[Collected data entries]
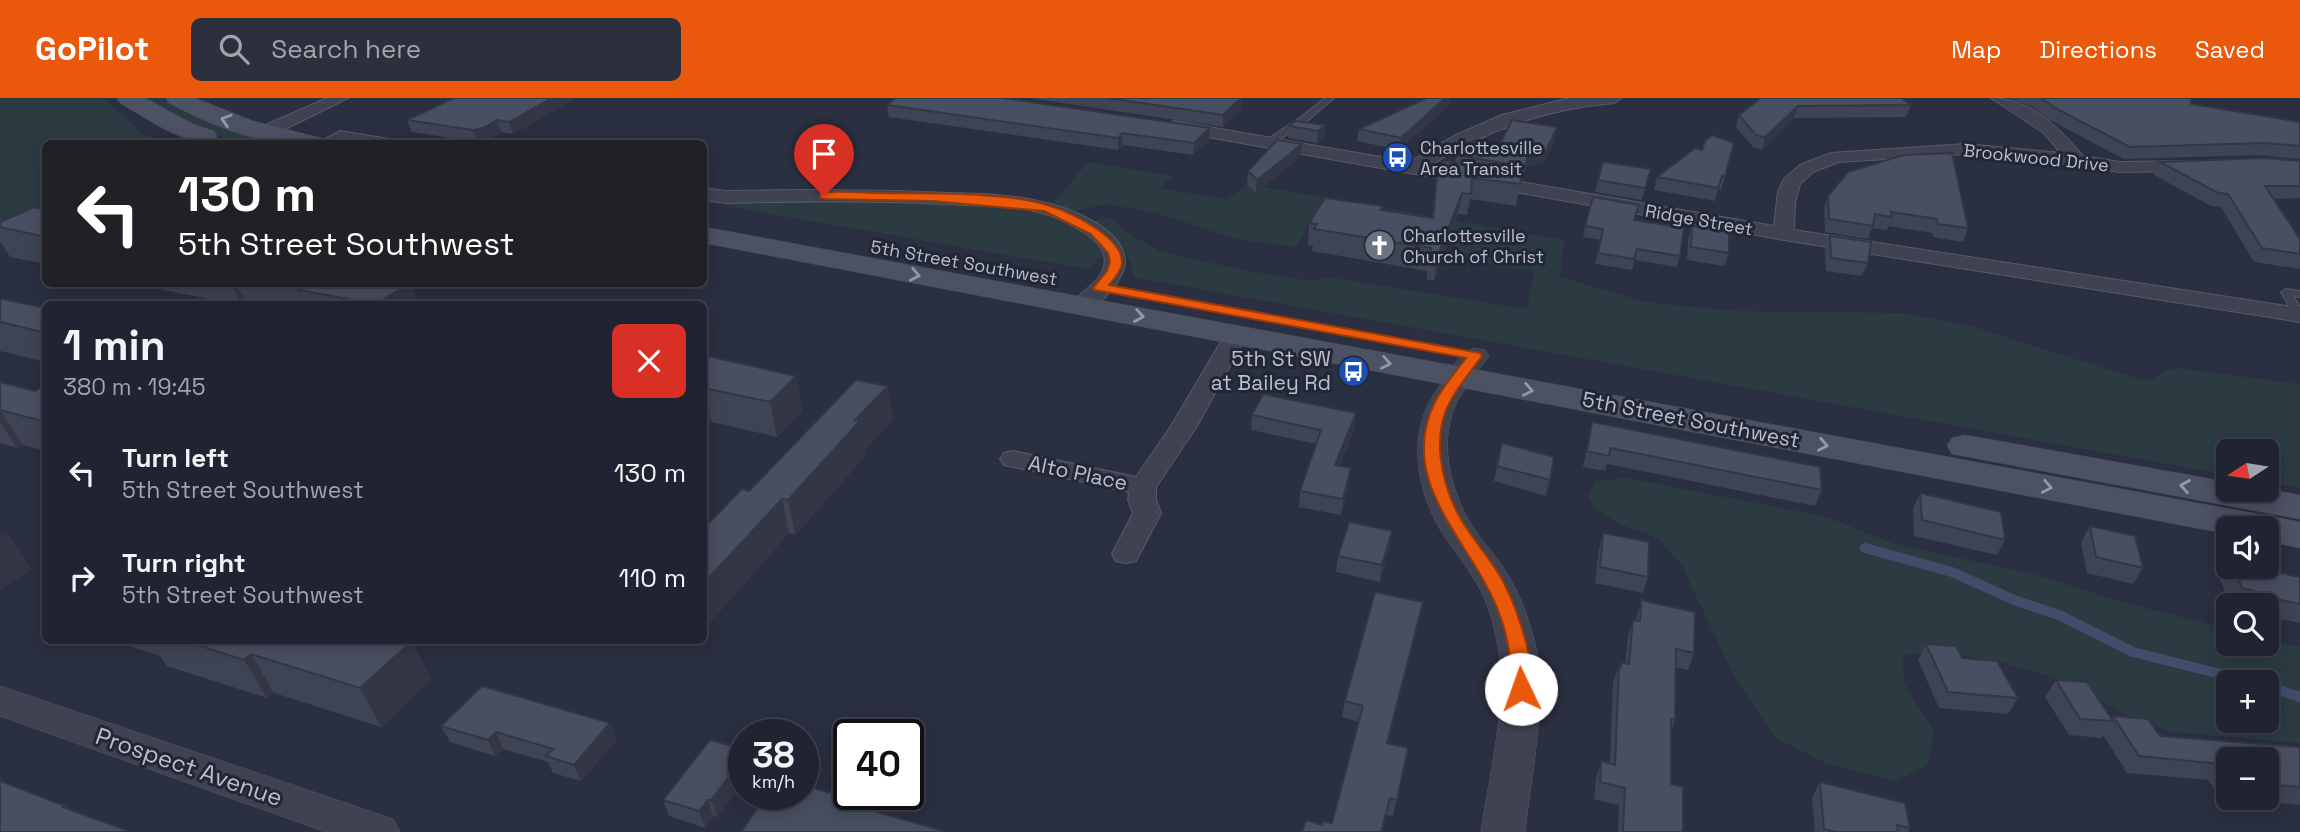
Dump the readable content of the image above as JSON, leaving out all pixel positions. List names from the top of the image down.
{
  "streets": {
    "main road": ["5th Street Southwest"],
    "street": [
      "Brookwood Drive",
      "Ridge Street",
      "Alto Place",
      "Prospect Avenue"
    ]
  },
  "crossings": [
    ["Brookwood Drive", "Ridge Street"]
  ],
  "places": {
    "bus stop": ["Charlottesville Area Transit", "5th St SW at Bailey Rd"],
    "church": ["Charlottesville Church of Christ"]
  },
  "north": "left",
  "page": {
    "header": "GoPilot",
    "search": "Search here",
    "nav": ["Map", "Directions", "Saved"],
    "turn": ["130 m", "5th Street Southwest"],
    "heading": ["1 min", "380 m · 19:45"],
    "list": [
      {
        "name": "Turn left",
        "note": "5th Street Southwest",
        "value": "130 m"
      },
      {
        "name": "Turn right",
        "note": "5th Street Southwest",
        "value": "110 m"
      }
    ],
    "map_buttons": ["+", "−"],
    "speed": "38 km/h",
    "limit": "40"
  }
}
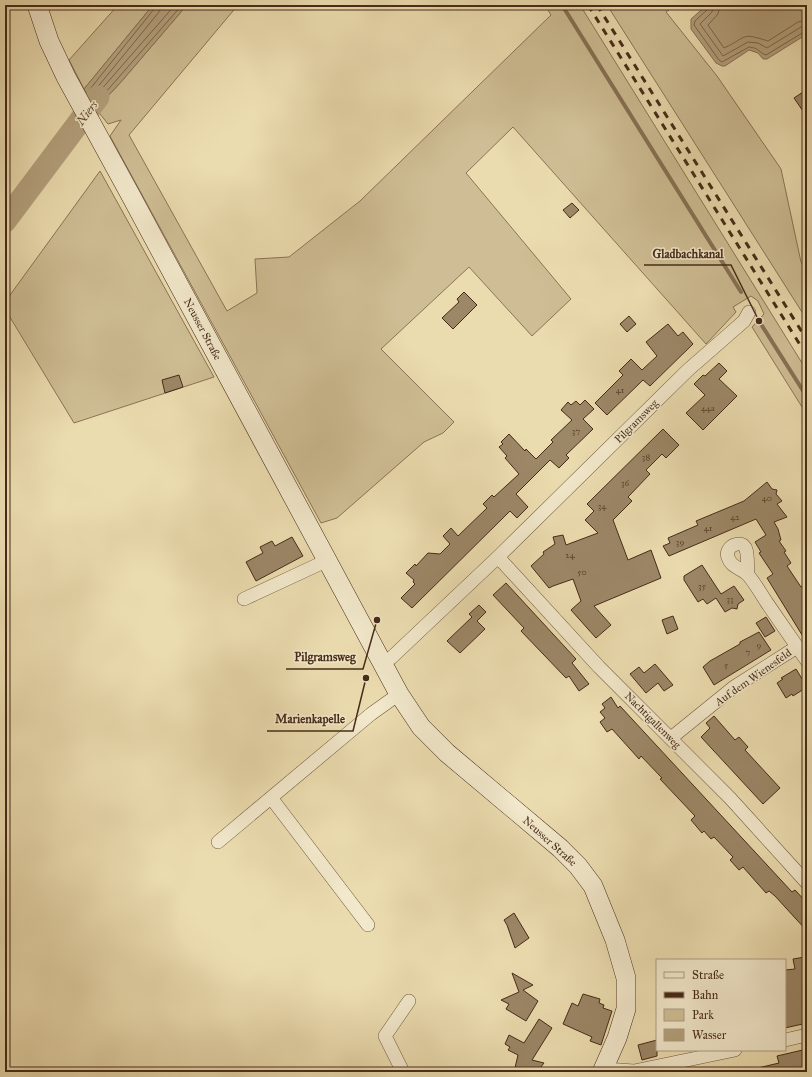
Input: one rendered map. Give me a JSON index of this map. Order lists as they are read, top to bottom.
{
  "streets": {
    "street": [
      "Neusser Straße",
      "Pilgramsweg",
      "Auf dem Wienesfeld",
      "Nachtigallenweg"
    ]
  },
  "crossings": [
    ["Neusser Straße", "Pilgramsweg"],
    ["Pilgramsweg", "Nachtigallenweg"],
    ["Auf dem Wienesfeld", "Nachtigallenweg"]
  ],
  "water": ["Niers"],
  "places": ["Gladbachkanal", "Pilgramsweg", "Marienkapelle"],
  "house_numbers": [
    "41",
    "44a",
    "37",
    "38",
    "36",
    "40",
    "34",
    "42",
    "41",
    "39",
    "24",
    "50",
    "35",
    "33",
    "9",
    "7",
    "5"
  ],
  "legend": [
    "Straße",
    "Bahn",
    "Park",
    "Wasser"
  ]
}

- [WHAT TO WORK ON] After locating the line with "Input: one rendered", output that line and every later one exactly, through the end of the entries above.

- [RESULT FOR THIS TASK]
Input: one rendered map. Give me a JSON index of this map. Order lists as they are read, top to bottom.
{
  "streets": {
    "street": [
      "Neusser Straße",
      "Pilgramsweg",
      "Auf dem Wienesfeld",
      "Nachtigallenweg"
    ]
  },
  "crossings": [
    ["Neusser Straße", "Pilgramsweg"],
    ["Pilgramsweg", "Nachtigallenweg"],
    ["Auf dem Wienesfeld", "Nachtigallenweg"]
  ],
  "water": ["Niers"],
  "places": ["Gladbachkanal", "Pilgramsweg", "Marienkapelle"],
  "house_numbers": [
    "41",
    "44a",
    "37",
    "38",
    "36",
    "40",
    "34",
    "42",
    "41",
    "39",
    "24",
    "50",
    "35",
    "33",
    "9",
    "7",
    "5"
  ],
  "legend": [
    "Straße",
    "Bahn",
    "Park",
    "Wasser"
  ]
}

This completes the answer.